Myocardial infarction (MI) is characterized by
ventricular remodeling,
hypertrophy of the surviving myocardium, and an insufficient angiogenic response.
Thyroxine is a powerful stimulus for myocardial angiogenesis. Male rats that underwent coronary artery
ligation and subsequent MI were given
3,5-diiodothyropropionic acid (DITPA; MI+DITPA group) during a 3-wk period. We evaluated
ventricular remodeling using echocardiography and histology and myocardial vessel growth using image analysis.
Protein expression was assessed using Western blotting and immunohistochemistry. This study tested the hypothesis that the
thyroxine analog DITPA facilitates angiogenesis and influences postinfarction remodeling in the surviving hypertrophic myocardium. The increase in the region of akinesis (
infarct expansion) was blunted in the MI+DITPA rats compared with the MI group (3 vs. 21%); the treated rats had smaller percent increases in the left ventricular (LV) volume (64 +/- 14 vs. 95 +/- 12) and the LV volume-to-mass ratio (47 +/- 13 vs. 84 +/- 10) as well as a blunted decrease in ejection fraction (-9 +/- 8 vs. -30 +/- 7%). Arteriolar length density was higher
after treatment in the largest (>50% of the free wall)
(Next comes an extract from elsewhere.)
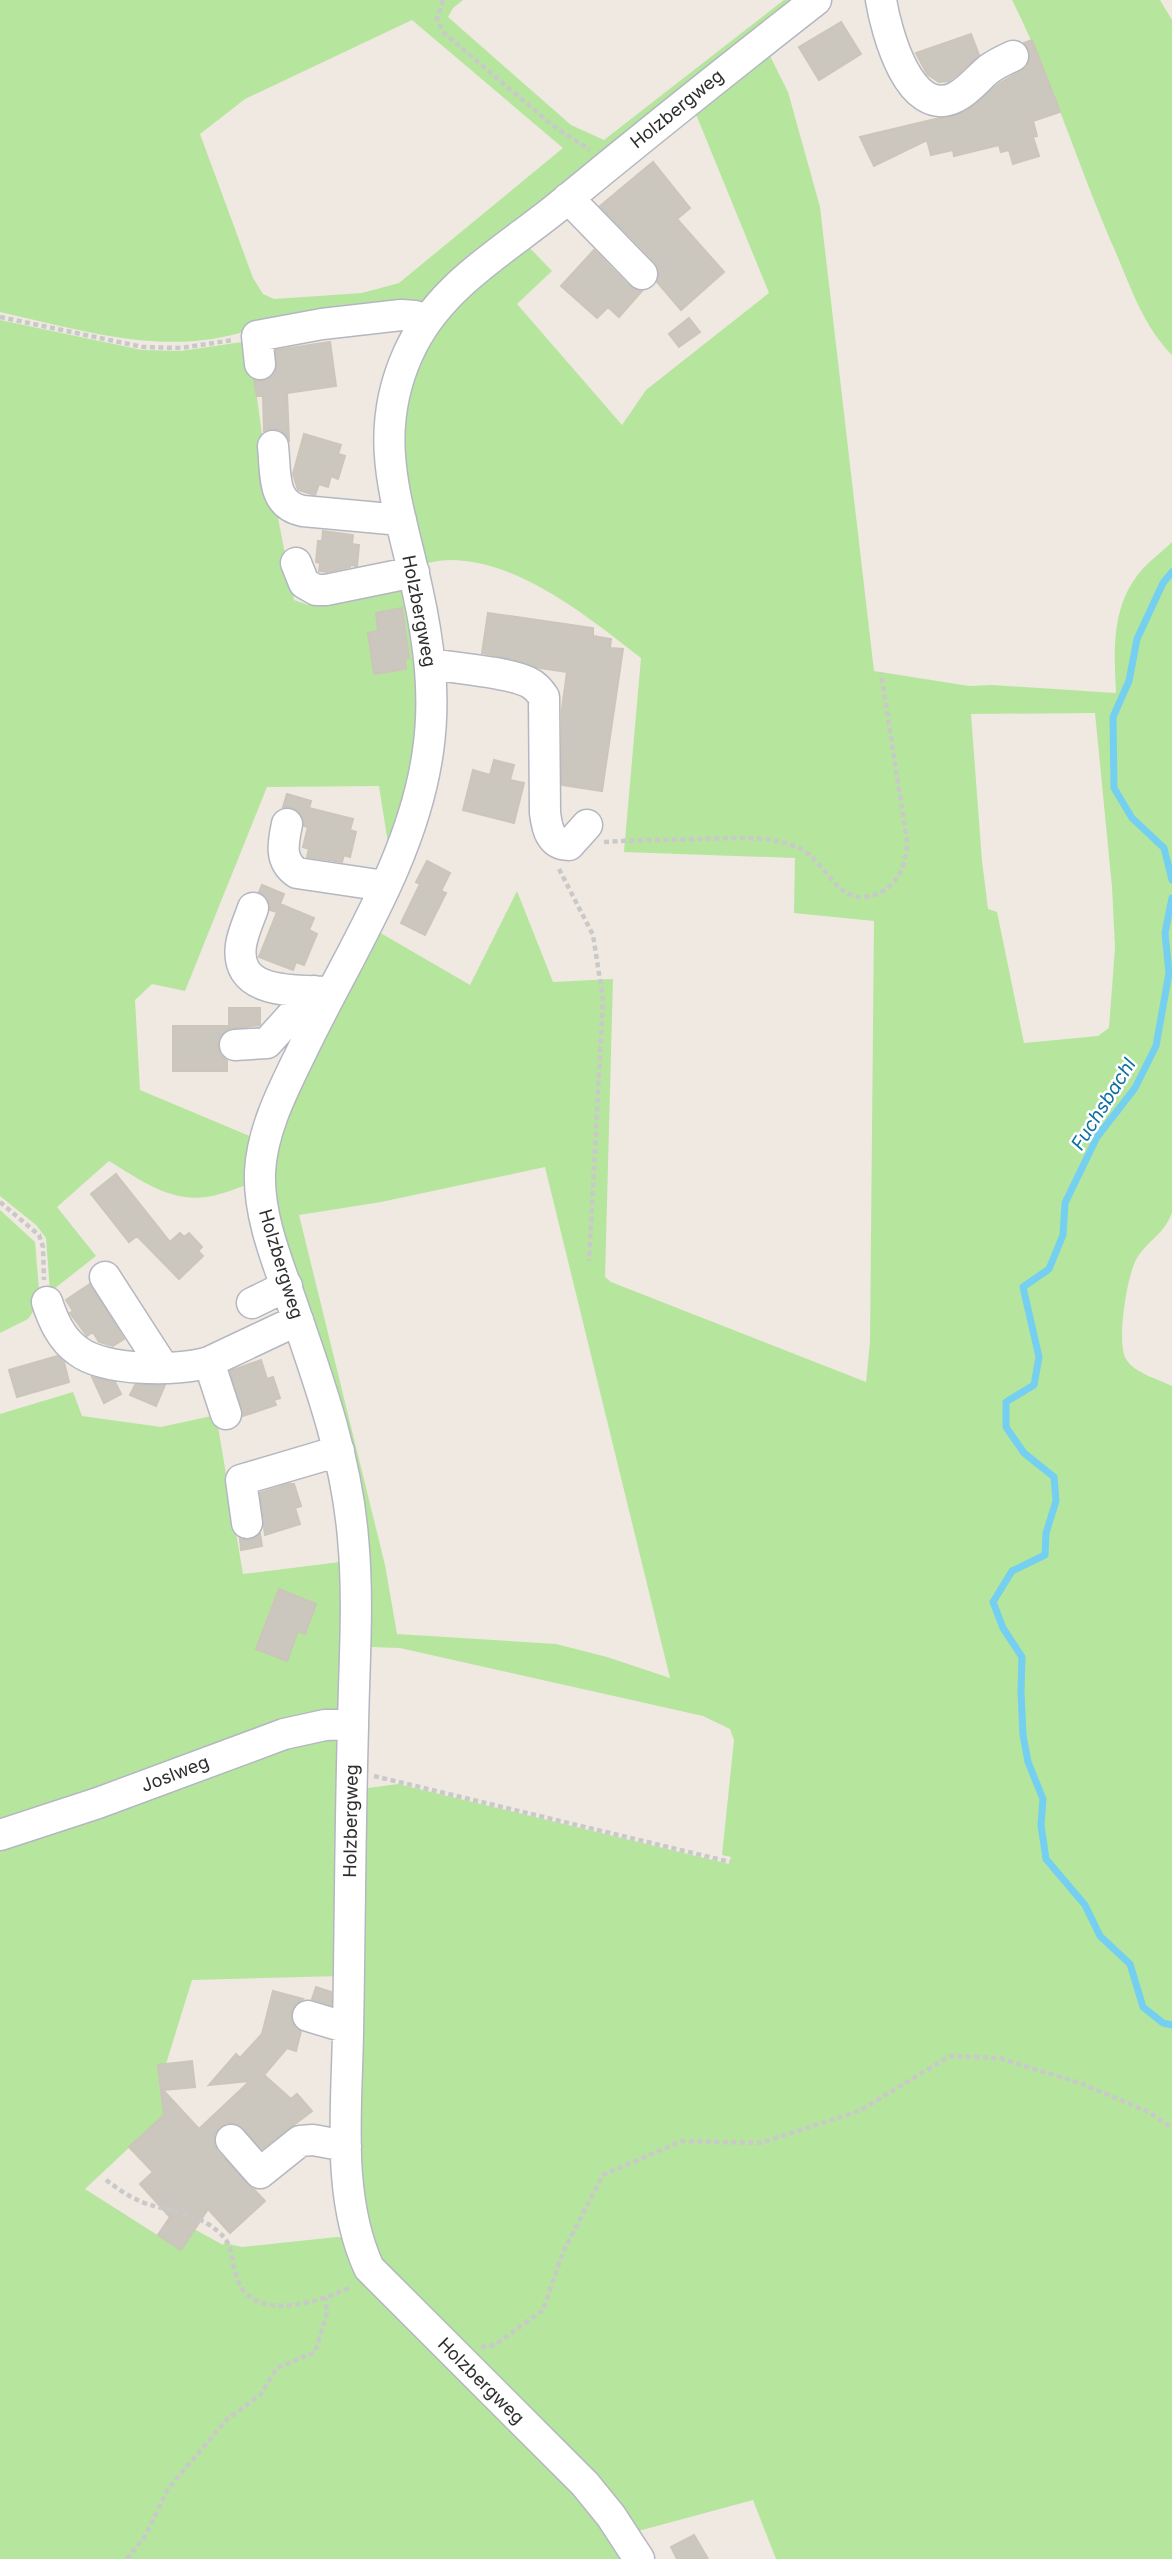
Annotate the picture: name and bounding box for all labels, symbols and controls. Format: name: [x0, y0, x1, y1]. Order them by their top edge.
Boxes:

infarcts (64 +/- 3 vs. 43 +/- 7). Angiogenic
growth factors [
vascular endothelial growth factor (
VEGF) and
basic fibroblast growth factor (bFGF)] and the
angiopoietin receptor tyrosine kinase with
immunoglobulin and
epidermal growth factor homology domains (Tie-2) values were elevated during the first week after
infarction. DITPA did not cause additional increases in
VEGF or Tie-2 values but did induce an increase in bFGF value after 3 days of treatment. This study provides the first evidence for an anatomical basis, i.e., attenuated
ventricular remodeling and arteriolar growth, for improved function attributed to DITPA
therapy of the infarcted heart. The favorable influences of DITPA on LV remodeling after large
infarction are principally due to border zone preservation.